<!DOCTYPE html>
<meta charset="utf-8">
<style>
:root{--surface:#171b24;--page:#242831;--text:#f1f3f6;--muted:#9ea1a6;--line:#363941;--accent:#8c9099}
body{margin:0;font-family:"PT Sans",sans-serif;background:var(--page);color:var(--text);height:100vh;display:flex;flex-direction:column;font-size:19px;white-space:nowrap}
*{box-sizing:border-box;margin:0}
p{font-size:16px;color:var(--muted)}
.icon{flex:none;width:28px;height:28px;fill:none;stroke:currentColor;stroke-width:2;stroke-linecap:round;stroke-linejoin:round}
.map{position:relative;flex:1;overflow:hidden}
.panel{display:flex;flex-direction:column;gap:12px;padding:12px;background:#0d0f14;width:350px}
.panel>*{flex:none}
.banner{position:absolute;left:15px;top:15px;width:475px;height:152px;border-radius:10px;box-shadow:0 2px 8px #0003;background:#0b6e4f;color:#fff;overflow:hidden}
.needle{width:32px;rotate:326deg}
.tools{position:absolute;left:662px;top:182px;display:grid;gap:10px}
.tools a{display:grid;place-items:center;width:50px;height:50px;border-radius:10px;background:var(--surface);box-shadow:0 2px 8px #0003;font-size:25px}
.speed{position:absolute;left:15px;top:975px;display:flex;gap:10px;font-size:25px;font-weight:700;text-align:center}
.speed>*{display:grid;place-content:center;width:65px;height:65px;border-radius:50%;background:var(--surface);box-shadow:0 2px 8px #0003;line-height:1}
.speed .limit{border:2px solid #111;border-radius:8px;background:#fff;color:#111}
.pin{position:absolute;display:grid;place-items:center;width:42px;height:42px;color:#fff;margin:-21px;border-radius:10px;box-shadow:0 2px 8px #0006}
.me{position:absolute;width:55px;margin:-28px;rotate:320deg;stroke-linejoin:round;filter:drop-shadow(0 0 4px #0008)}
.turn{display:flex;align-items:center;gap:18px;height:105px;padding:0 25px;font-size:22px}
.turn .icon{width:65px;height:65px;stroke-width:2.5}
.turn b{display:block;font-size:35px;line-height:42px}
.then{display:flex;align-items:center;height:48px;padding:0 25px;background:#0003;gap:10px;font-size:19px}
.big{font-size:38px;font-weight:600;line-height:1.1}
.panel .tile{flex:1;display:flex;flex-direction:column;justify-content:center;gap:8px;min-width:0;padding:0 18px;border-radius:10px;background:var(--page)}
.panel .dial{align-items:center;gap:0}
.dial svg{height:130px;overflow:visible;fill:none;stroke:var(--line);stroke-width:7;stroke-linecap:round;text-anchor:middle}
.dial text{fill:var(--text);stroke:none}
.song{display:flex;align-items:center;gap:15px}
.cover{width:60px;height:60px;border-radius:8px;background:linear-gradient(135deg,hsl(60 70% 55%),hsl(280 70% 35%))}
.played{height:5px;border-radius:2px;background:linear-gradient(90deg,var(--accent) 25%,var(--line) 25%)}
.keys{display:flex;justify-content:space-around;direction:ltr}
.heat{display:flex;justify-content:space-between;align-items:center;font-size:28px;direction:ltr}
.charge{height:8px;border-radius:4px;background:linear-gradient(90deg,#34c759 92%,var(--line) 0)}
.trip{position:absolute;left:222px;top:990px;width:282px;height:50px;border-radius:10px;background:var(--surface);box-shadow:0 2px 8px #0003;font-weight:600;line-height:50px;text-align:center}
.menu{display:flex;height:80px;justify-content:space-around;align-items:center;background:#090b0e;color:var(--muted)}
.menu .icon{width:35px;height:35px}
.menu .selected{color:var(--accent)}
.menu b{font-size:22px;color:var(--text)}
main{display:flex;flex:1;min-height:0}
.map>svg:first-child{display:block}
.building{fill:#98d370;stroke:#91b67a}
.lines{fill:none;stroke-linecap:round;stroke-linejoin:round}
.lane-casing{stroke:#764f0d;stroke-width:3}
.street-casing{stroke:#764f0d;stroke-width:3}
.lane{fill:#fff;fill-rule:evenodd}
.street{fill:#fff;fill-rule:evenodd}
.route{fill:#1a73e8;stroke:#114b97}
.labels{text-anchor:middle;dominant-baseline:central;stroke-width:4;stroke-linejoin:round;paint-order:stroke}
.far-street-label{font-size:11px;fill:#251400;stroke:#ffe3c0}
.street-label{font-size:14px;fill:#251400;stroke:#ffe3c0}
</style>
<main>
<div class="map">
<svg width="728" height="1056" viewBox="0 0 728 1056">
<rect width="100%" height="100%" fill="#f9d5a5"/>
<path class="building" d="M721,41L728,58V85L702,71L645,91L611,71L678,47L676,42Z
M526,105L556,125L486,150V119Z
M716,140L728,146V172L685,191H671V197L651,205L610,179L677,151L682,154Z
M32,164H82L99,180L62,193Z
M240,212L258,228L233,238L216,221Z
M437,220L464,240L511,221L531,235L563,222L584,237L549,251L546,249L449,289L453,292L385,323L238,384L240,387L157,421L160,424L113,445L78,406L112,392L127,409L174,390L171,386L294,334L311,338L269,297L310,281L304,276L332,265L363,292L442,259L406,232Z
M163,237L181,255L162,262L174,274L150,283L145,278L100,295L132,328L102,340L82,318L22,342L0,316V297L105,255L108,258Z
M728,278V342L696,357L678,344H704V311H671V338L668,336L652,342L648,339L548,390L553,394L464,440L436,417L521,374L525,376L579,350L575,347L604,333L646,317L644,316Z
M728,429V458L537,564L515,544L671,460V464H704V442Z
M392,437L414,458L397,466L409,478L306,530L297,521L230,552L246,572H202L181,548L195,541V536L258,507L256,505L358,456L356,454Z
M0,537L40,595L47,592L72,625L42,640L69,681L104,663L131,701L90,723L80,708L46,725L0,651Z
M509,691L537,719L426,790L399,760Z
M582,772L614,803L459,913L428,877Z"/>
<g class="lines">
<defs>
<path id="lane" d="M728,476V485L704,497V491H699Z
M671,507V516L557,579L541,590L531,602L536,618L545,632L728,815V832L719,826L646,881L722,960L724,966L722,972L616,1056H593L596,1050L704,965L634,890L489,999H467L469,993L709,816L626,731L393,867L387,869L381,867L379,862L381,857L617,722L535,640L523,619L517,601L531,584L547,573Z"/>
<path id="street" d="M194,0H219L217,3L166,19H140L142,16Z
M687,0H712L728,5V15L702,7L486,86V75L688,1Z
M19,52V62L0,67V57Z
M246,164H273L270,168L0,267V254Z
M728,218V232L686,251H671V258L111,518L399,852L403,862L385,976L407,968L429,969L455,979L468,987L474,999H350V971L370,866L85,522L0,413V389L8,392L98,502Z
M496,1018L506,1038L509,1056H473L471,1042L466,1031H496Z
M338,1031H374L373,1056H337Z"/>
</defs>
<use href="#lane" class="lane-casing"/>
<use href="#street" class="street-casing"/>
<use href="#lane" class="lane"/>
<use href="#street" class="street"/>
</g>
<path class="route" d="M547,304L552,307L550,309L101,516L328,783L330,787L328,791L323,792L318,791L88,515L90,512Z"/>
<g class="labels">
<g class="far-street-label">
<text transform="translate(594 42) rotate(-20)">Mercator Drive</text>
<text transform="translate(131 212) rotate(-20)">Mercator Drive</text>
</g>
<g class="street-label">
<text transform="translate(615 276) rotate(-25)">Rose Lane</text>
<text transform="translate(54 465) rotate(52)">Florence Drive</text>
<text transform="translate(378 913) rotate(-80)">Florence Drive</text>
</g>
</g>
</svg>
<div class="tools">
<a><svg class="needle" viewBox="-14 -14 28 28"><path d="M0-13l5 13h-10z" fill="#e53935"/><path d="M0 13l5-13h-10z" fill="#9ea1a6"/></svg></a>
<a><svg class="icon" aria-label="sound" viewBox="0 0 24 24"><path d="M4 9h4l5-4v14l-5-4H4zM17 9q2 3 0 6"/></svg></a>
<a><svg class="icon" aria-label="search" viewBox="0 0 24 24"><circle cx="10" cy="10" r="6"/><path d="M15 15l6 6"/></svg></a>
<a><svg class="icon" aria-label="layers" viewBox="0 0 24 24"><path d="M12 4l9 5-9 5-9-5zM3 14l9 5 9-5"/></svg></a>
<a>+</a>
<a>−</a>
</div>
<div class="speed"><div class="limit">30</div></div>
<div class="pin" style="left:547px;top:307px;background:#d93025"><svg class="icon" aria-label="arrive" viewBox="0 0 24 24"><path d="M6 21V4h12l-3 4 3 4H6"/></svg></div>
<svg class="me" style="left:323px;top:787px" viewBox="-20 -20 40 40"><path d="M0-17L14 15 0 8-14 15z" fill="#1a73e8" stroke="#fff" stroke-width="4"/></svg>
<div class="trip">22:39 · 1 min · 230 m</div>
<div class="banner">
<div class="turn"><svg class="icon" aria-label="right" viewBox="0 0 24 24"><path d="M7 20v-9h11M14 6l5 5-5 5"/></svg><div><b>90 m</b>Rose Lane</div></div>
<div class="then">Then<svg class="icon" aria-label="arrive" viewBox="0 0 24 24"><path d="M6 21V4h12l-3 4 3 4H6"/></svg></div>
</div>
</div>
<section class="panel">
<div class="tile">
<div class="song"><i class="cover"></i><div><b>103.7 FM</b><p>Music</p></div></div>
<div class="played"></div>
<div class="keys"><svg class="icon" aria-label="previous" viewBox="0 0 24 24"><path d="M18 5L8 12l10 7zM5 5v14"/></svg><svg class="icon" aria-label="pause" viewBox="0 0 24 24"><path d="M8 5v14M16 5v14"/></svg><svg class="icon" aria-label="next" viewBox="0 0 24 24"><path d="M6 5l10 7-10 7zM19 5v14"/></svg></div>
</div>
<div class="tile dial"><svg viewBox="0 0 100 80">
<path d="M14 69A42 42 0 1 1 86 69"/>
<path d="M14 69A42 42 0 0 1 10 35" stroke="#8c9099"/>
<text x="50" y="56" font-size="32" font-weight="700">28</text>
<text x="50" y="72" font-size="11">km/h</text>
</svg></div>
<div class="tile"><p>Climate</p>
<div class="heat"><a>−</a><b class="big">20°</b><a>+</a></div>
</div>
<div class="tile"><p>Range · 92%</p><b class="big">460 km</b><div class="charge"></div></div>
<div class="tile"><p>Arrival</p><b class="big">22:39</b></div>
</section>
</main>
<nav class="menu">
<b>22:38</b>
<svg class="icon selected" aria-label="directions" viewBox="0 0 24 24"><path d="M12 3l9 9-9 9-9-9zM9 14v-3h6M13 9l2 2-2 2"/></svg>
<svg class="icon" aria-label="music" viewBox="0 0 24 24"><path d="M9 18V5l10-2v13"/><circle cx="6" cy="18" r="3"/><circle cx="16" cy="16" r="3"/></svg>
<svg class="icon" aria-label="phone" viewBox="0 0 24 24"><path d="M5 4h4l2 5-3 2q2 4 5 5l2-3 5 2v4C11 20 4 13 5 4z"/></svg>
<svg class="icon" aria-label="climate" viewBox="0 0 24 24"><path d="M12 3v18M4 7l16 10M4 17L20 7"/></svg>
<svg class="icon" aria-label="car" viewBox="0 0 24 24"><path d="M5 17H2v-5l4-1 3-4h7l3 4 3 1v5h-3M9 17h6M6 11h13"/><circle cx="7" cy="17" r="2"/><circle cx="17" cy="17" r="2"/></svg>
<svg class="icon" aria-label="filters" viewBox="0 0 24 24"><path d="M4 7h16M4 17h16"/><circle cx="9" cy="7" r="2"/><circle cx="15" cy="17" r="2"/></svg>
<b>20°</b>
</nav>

▬▬▬▬▬▬

AIM OF THE EXERCISE
Starting at the line that holds "3v18M4 7l16 10M4", set down each line exactly through the last line of the records above, and no others.

REPLY TO THE TASK
<svg class="icon" aria-label="climate" viewBox="0 0 24 24"><path d="M12 3v18M4 7l16 10M4 17L20 7"/></svg>
<svg class="icon" aria-label="car" viewBox="0 0 24 24"><path d="M5 17H2v-5l4-1 3-4h7l3 4 3 1v5h-3M9 17h6M6 11h13"/><circle cx="7" cy="17" r="2"/><circle cx="17" cy="17" r="2"/></svg>
<svg class="icon" aria-label="filters" viewBox="0 0 24 24"><path d="M4 7h16M4 17h16"/><circle cx="9" cy="7" r="2"/><circle cx="15" cy="17" r="2"/></svg>
<b>20°</b>
</nav>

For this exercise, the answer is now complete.